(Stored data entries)
● ● ● ●

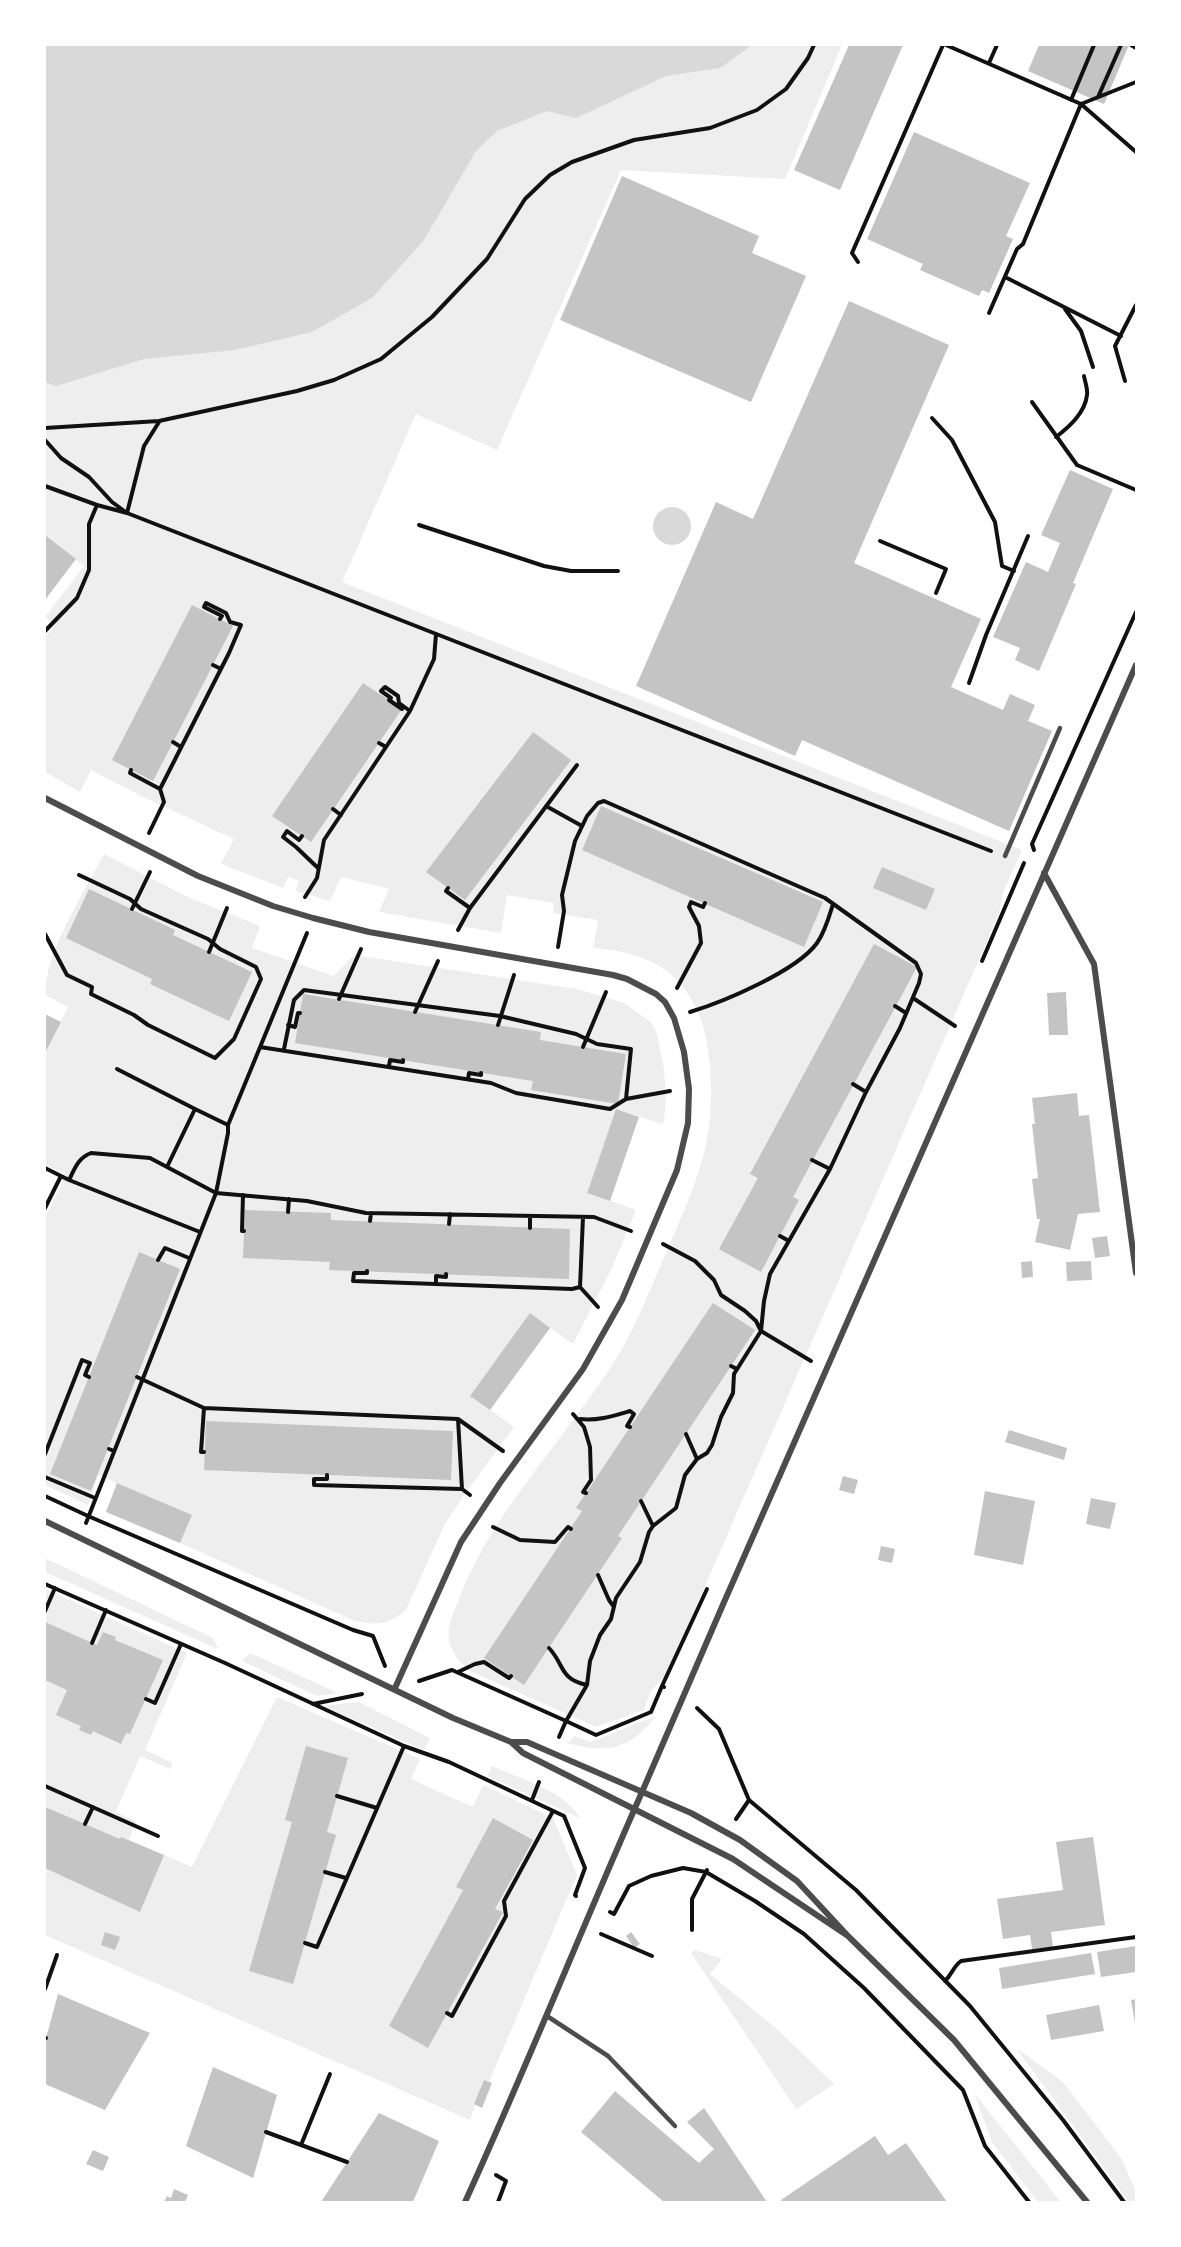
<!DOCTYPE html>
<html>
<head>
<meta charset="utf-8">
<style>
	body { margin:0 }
	#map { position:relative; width:1181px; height:2247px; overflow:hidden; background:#fff; font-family:Quicksand,sans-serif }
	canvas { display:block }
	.frame { position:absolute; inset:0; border:46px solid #fff; pointer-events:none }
</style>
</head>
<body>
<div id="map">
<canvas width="1181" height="2247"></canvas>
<div class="frame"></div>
</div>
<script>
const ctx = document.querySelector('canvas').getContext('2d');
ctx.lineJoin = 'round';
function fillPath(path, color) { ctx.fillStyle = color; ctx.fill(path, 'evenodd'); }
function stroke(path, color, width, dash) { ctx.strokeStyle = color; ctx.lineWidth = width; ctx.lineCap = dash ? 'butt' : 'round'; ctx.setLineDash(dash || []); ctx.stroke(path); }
fillPath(new Path2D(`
	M45,45H842L785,179L621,170L497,450L416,414L342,582L1022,850L1003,893L999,914L666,1675L650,1692L644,1710L596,1727L470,1671C457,1659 446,1647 449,1628C451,1616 457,1605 461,1594C488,1526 537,1470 579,1412C593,1394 606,1375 618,1356C637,1324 651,1287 666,1253C692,1192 714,1149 711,1080C710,1062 708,1043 703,1026C685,971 649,952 593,948L598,920L553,913L554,903L507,895L501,933L379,912L389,889L341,877L330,901L295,891L299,881L288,877L283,888L221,864L234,839L141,796L91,770L80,792L45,772V638L55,625L45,617L84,566L45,535Z
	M104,854L192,899L260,926L252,948L334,976L354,955L577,989L624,1003L651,1022L657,1034L664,1069L666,1097L664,1122L662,1124L616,1109L587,1192L636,1210L612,1268L573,1344L530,1314L471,1396L514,1427L464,1495L444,1526L406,1610C388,1626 376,1625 355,1621L180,1543L192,1515L98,1475L88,1505L45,1485V1218L66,1175L45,1164V1053L68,1007L45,995C45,952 84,893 104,854Z
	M45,1558L213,1638L218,1649L45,1572Z
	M45,1589L187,1653L145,1750L173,1763L170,1769L140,1756L116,1812L136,1821L129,1840L192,1867L277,1697L420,1759L411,1779L473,1807L483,1785L553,1818L577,1875L489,2082L484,2080L470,2120L45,1935Z
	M250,1653L338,1693L317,1696L242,1661Z
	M359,1702L430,1738L424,1750L323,1706Z
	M656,1716C630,1750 607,1754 567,1743L575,1736L590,1742Z
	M492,1766C522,1780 562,1789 580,1818L487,1776Z
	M695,1950L722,1959L710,1974L778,2030L834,2084L796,2109L691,1953Z
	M1016,2048L1063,2082L1123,2161L1136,2192V2202H1129Z
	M974,2093L1060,2201V2202H1038L992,2142Z`), '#eee');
fillPath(new Path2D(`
	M45,45H752L720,68L666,76L576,118L547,111L497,131L476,151L424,240L372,298L312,332L235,350L144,359L56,386L45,382Z
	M653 526a19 19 0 1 1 38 0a19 19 0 1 1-38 0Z`), '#d9d9d9');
fillPath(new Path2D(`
	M849,45H903L840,190L794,170Z
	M1039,45H1129L1104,104L1028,71Z
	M914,132L1030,183L1006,236L1013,239L989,293L982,290L979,296L920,270L923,264L867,239Z
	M622,176L759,236L752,253L806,276L751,402L560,320Z
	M849,301L949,345L854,563L981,619L951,687L1003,710L1010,694L1035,705L1028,721L1052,731L1009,831L802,740L795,756L636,686L716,502L753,519Z
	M1070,470L1113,489L1073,583L1076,584L1039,671L1015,660L1020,648L993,637L1026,562L1048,572L1060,543L1041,535Z
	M45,535L76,559L45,600Z
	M192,605L233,626L153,781L112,760Z
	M363,683L402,709L311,842L272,816Z
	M533,732L571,760L465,900L426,872Z
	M601,806L823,902L804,947L582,850Z
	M882,867L935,889L926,910L873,888Z
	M89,889L175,930L173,935L252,972L229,1021L150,984L152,979L66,938Z
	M874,944L917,967L793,1197L799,1200L761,1272L719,1249L758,1178L750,1174Z
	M1066,992L1068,1035H1049L1047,993Z
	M303,994L541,1032L540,1040L626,1054L618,1104L531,1090L533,1081L295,1043Z
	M45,1014L61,1022L45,1053Z
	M1077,1093L1079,1116L1089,1115L1100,1212L1078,1214L1070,1250L1035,1242L1040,1219H1037L1032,1179L1038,1178L1032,1124H1035L1032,1098Z
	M616,1109L639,1117L610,1201L587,1193Z
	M245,1210L331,1213V1220L570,1229L569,1279L329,1270L330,1262L243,1258Z
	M1107,1236L1110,1256L1095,1258L1092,1238Z
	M139,1252L180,1269L91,1491L50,1474Z
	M1032,1261L1033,1277L1022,1278L1021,1262Z
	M1091,1261L1092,1280L1067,1281L1066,1262Z
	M713,1303L755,1330L618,1536L622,1538L524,1685L484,1658L582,1511L576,1508Z
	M530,1313L550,1328L490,1410L470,1396Z
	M206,1421L453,1431L451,1480L204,1470Z
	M1009,1430L1067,1448L1064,1460L1005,1442Z
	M843,1476L858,1480L854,1494L839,1490Z
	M117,1483L192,1515L180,1543L106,1512Z
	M985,1491L1035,1501L1023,1565L974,1555Z
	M1091,1498L1116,1503L1110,1529L1086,1524Z
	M881,1546L895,1549L892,1563L878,1560Z
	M45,1622L97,1645L103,1632L116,1637L115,1640L163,1660L130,1734L126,1733L121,1744L93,1731L91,1735L79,1730L81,1726L56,1715L67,1690L45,1680Z
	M306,1746L348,1758L327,1832L336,1835L293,1984L249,1971L292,1822L285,1820Z
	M45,1807L120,1839L121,1837L164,1855L140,1912L45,1868Z
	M493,1818L533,1840L495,1909L503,1912L428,2048L389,2026L463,1890L456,1887Z
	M1093,1837L1105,1925L1051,1932L1053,1947L1032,1949L1030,1935L1003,1939L997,1899L1063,1890L1056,1842Z
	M105,1932L120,1937L115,1950L101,1945Z
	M631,1932L640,1944L634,1948L626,1936Z
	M1136,1946V1972L1101,1977L1097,1952Z
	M1091,1953L1095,1974L1002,1989L999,1968Z
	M58,1994L150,2033L105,2110L45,2084V2042Z
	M1136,1999V2023H1135L1131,2000Z
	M1099,2005L1104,2031L1051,2040L1046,2015Z
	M213,2067L277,2095L253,2178L186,2146Z
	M484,2080L492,2083L482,2108L474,2104Z
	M615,2091L699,2163L714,2149L687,2122L704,2108L767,2202H664L581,2132Z
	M379,2113L439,2141L413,2202H321Z
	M875,2136L888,2155L906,2143L947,2202H782L781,2200Z
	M93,2150L109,2157L103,2171L86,2164Z
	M174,2189L188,2195L185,2202H164L167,2196L171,2198Z`), '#c4c4c4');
stroke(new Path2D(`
	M946,45L1081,104L1136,152
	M1131,45L1136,48
	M989,63L997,45
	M1098,97L1121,45
	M1071,100L1094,45
	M858,262L852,253L943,45
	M1005,277L1121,336
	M1065,309L1081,331L1093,367
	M989,313L1017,249L1023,244L1081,104L1136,82
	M1125,381L1115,346L1136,305
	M1032,402L1077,465L1136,490
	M932,418L952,440L995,522L1002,566L1014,571
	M45,428L159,421L297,391L334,380L381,359L432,317L487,259L525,199L550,175L572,162L634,140L710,128L757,110L786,89L808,58L814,45
	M1056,437C1069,427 1085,413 1087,395C1088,389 1085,382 1084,376
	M45,440L61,458L89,477L112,502L127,513L144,446L159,422
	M45,486L97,505L127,513L991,851
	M419,525L544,566L571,571H618
	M880,541L946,569L936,593
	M45,631L77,598L89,570V524L97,505
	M213,665L221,669
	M969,683L986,635L1028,536
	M410,711L434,659L436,634
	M173,742L181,747
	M379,743L386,747
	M131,770L130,773L160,789
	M546,806L582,826
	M333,809L341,815
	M149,833L164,802L160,789L229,653L241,625L230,622L226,613L206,603L204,607L222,616L220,619
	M302,836L299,840L287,831L283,837L296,847L318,868
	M1034,850L1032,844L1136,612
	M448,888L446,891L470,908
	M305,897L317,878L324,840L410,711L399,703L398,696L385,687L381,691L391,698L389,700L402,709
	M132,909L150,872
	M458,930L470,908L577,765
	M45,934L67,975L92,987L91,994L134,1015L148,1025L215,1058L234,1039L261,979L256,967L220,949L208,939L141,909L130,899L79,875
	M209,952L227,908
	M982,961L1024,863
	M677,988L701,943L699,926L689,907L691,902L703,907L705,903
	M913,998L955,1026
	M339,999L361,949
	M895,1006L906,1013
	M415,1012L438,961
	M690,1012C723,1002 797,971 817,943C825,932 829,917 833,904
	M288,1025L295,1027L298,1013H300
	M498,1025L514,975
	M260,1047L491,1083L516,1093L610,1109L626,1099L631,1049L597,1044L576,1034L500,1016L304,990L294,1000L284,1049
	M583,1047L606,992
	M389,1066L390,1060L403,1062V1060
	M117,1069L195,1109
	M468,1079L469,1073L481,1075V1073
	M853,1084L866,1092
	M626,1099L670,1091
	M228,1125L195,1109L167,1167L216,1193L307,1201L366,1213L594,1217L631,1231
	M812,1160L830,1169
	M45,1168L69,1180L200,1232
	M69,1180C75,1168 78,1158 91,1153L150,1158L167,1167
	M243,1195L242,1231H244
	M45,1208L61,1176
	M288,1212L289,1199
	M583,1217L580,1287L598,1307
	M370,1221L371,1213
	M449,1224L450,1214
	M530,1228V1216
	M780,1236L789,1241
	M663,1244L695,1261L714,1280L721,1295L745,1311L756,1321L761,1331L811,1361
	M158,1260L165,1248L189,1258
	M367,1271V1273H354L353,1281L572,1289L580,1287
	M436,1284V1276L446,1277V1274
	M731,1366L737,1369
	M137,1377L204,1408L458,1419L503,1451
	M204,1408L201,1452H204
	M573,1414L584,1427L590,1447L591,1480L583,1492L586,1493
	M458,1419L462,1489L470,1495
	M580,1419C598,1421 613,1416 630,1411L634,1414L627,1426L630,1427
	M686,1434L697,1459
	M109,1449L114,1451
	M45,1454L82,1360L90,1363L85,1375L89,1377
	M327,1475V1479H314V1485L462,1489
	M45,1477L95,1498
	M45,1496L88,1516L353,1630L373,1636L385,1666
	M641,1501L653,1526
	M86,1523L216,1193L228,1133V1125L307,933
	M493,1527L520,1540L555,1542L568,1527L571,1529
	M598,1575L609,1600L614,1607
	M45,1584L225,1663L404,1746L449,1762L564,1816L585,1868L575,1895L576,1896
	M45,1611L55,1588
	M92,1643L106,1610
	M549,1648C565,1665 559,1679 587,1685
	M458,1672L475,1664L484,1662L509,1678L511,1676
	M419,1681L452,1670L566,1721L587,1685L590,1661L600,1635L611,1619L616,1598L640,1562L649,1532L653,1526L676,1508L685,1475L697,1459L707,1453L712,1445L721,1417L733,1393L734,1374L761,1331L764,1301L770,1274L830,1169L866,1092L900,1028L919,983L921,974L916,963L825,898L604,801L598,803L587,816L575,841L562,895L564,911L558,947
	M662,1686L707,1589
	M146,1699L155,1703L181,1644
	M313,1704L362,1694
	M697,1708L719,1729L749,1800L856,1890L970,2006L1063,2120L1124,2202
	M559,1737L566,1721L596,1735L651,1712L662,1686L664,1687
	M45,1786L158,1836
	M337,1796L377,1808
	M532,1800L539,1782
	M736,1819L749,1800
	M85,1824L93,1807
	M325,1872L346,1878
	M610,1912L614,1914L629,1886L651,1876L683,1868L706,1872L755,1901L804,1934L864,1988L963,2090L985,2146L1029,2202
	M692,1930V1899L707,1870
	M601,1934L652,1956
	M305,1943L317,1947L404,1746
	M945,1981C952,1974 953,1967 961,1961L1136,1937
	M45,1989L57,1955
	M447,2013L452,2016L506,1916L504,1901L553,1811
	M45,2038H46
	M266,2132L347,2162
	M301,2145L330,2074
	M496,2175L506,2181L498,2202`), '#111', 4);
stroke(new Path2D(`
	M1005,856L1060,728
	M547,2016L608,2056L675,2126`), '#4c4c4c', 4.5);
stroke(new Path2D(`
	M45,798L198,876L273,906L313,918L369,932L613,975L627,979L656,994L665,1002L674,1018L684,1052L689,1089L688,1123L677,1170L622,1300L583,1369L500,1483L461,1542L395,1688
	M1044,873L1094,964L1136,1273
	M45,1521L453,1718L511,1742L523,1753L733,1859L848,1936
	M512,1742H527L691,1813L740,1840L797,1881L848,1936L954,2040L1087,2202
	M465,2202C527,2066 582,1928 642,1792C804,1415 971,1040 1136,665`), '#4c4c4c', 6);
</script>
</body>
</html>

● ● ● ●

Exercise aim: Check the data above line by line for the word "canvas". State only how many lines contain it.

The completed task: 3